The Light Between Us
Written by Katie Khan
Published by Transworld – Penguin Random House
Publication date: 9th August 2018
Summary (from Goodreads):
Isaac and Thea were once close, but they’ve grown apart.
Thea works tirelessly, convinced she can prove everyone around her wrong – convinced she can prove that time travel is possible. But when one of her attempts goes wrong, she finds herself picking up the phone and calling her old friend.
Isaac is in New York – it’s the middle of the night, but when he sees who’s calling him, he cannot ignore his phone. At Thea’s request, he travels home, determined to help her in her hour of need.
But neither of them are prepared for what they will discover when he gets there.
The planets were moving towards each other in the night sky when Isaac and Thea first met. It was a rare conjunction, the type that only happens once a decade – and, at St. Catherine’s College, Oxford, the Astronomy Club was meeting to observe the curious celestial event.
Their numbers were bolstered that night by random observes, hoping to snatch a quick glimpse through the telescopes. Not many understood exactly what they were looking at, but they’d been told Mercury, Venus, Jupiter, Saturn and Mars would align, tracing a line across the sky shortly after twilight. It was a sight rarer than an eclipse and there was a hum of excitement out on the grass as students and professors mingled, huddling in groups for warmth as they waited with a tangible expectation they could almost taste on the cold wind.
It wouldn’t be too much longer…looking out at the universe will make any human feel improbably small.
(If anyone feels like experiencing true wonder and realising how small we are, this weekend will be the perfect opportunity as the Perseids meteror shower will be visible this weekend, with the best views on Saturday 11th night/early hours of Sunday 12th August. Due to the small crescent moon, lots of meteors should be visible!)
I wanted to read this after adoring Katie’s debut, Hold Back the Stars (see my review here). Hold Back the Stars was beautiful, but it also broke my heart…so I started this book with a little bit of caution. Was it going to pull me in, then tear me apart like Hold Back the Stars did?
I immediately liked Thea and Isaac, both as individuals and as a potential couple. We meet them as university students; Thea studying physics and philosophy, Isaac keeping busy with Philosophy, Psychology and Linguistics. Thea feels something upon their first meeting, a connection, a something that she might want to pursue further…but it is stopped before it can really begin when it turns out that Isaac already has a girlfriend, and she’s one of Thea’s friends.
The end up on different continents, only occasionally in touch and never really addressing what could have been. Yet, the connection is still there, wordless and pure, meaning that they can understand each other even after time apart.

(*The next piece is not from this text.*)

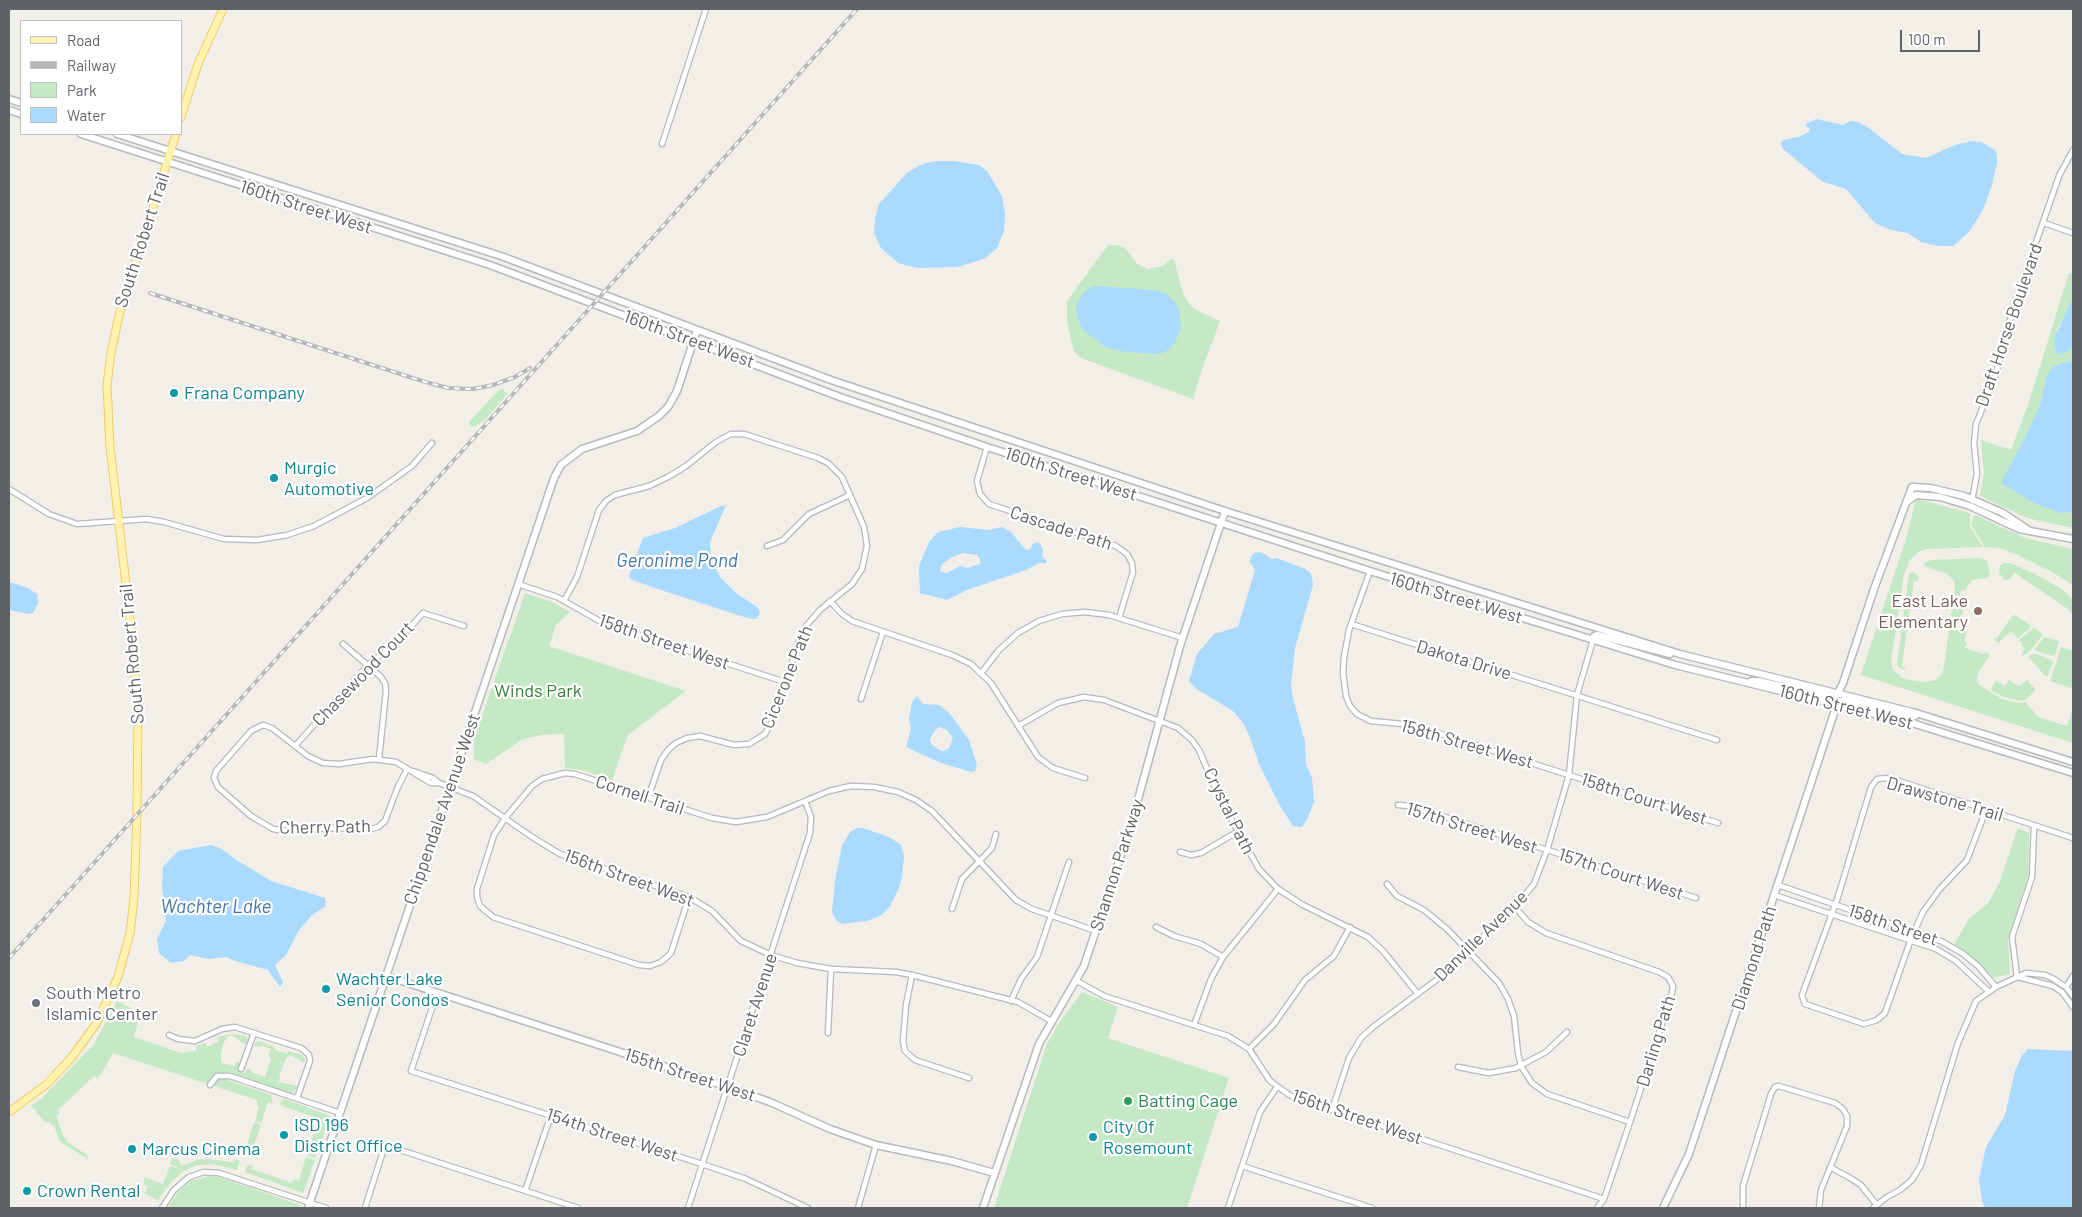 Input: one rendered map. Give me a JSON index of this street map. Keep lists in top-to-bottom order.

Years later, Thea is possessed with the need to prove her theories, leading her into some pretty dubious decisions. Along the way she is aided and abetted by some true friends…yet when things go awfully wrong, it is Isaac who Thea turns to for help.
I loved how gentle, uncertain and realistic their relationship is, as well as the friendship group surrounding Thea; all strong, opinionated women who choose to support their friend even when things go wrong. I could relate to Thea’s feelings of groundlessness and her search for a history that would tie her more firmly to the real world, could understand her drive to prove her theories correct and her wish to create more memories to make up for those which have faded with time.
Like her first book, The Light Between Us is all about the characters and their connections with each other, across time and space.
For that reason, I would recommend it to readers who perhaps wouldn’t normally pick up a time-slip or science-fiction book, because at it’s heart this is a novel about what it means to be human, what it means to live and what it means.
A beautiful thoughtful read which I have not been able to stop musing over since I closed the book!
Perhaps a reread is due when I get my hands on the beautiful finished hardcover…
Thea is quiet as they ride along the riverbank, bridges flanking their left-hand side. She feels the confusion of time, the sense that not everything is in its rightful place – including, possibly, her – and it makes her uncomfortable.
The thought gives her the start of a headache, and she’s relieved for a moment that it’s raining. So long as you’re not cold, a downpour can be refreshing. No, more than that – cleansing. Isolating. Invigorating. She understands the joy in the easy symbolism of baptism, the washing away of sins. But there’s something neurophysical in it, Thea’s sure: the sensory overload of raindrops touching the skin at random
What I liked: Isaac’s sweet character, Thea and her group of friends – I loved seeing positive female friendships rather than the ever popular ‘frenemies’ or ‘girl-hate’, the way the first chapter and the last chapter tie everything together in a perfect loop, the ethical and historical questions raised, the sites they visit around London (fun to recognise places you know in a book, or read about somewhere and then visit it! Paris felt incredibly familiar to me on my first visit because I have read so many books set there). I should probably stop listing things now because, really, I liked everything! The ending was utter, bittersweet perfection!
Even better if: I would have liked to have found out what exactly happened to Rosy. Where did she go and how did she get back? (Hoping that a reread will shed more light on this) I am now off to read more about time travel! I feel like I need some more education on physics to keep up with Thea…
How you could use it in your classroom: This isn’t one I would generally pick up to use in a classroom, but the lyrical language here could be unpicked and used to inspire creative writing, perhaps in an A-level or unievrsity creative writing class.
(Thank you to Transworld-Penguin Random House and Netgalley for my e-ARC and to Hannah and Anne for letting me be part of the blog tour)
About the Author
Katie Khan has spent 10 years working in online editorial in the film industry, including 4 years as Head of Digital at Paramount Pictures. She joined Warner Bros. in 2017 to work on a major film production. Her first book, Hold Back the Stars, is being adapted into a film by the producers of Stranger Things.
She is a graduate of the acclaimed Faber Academy writing course.
Katie lives in London with her boyfriend and rescue cat Artie.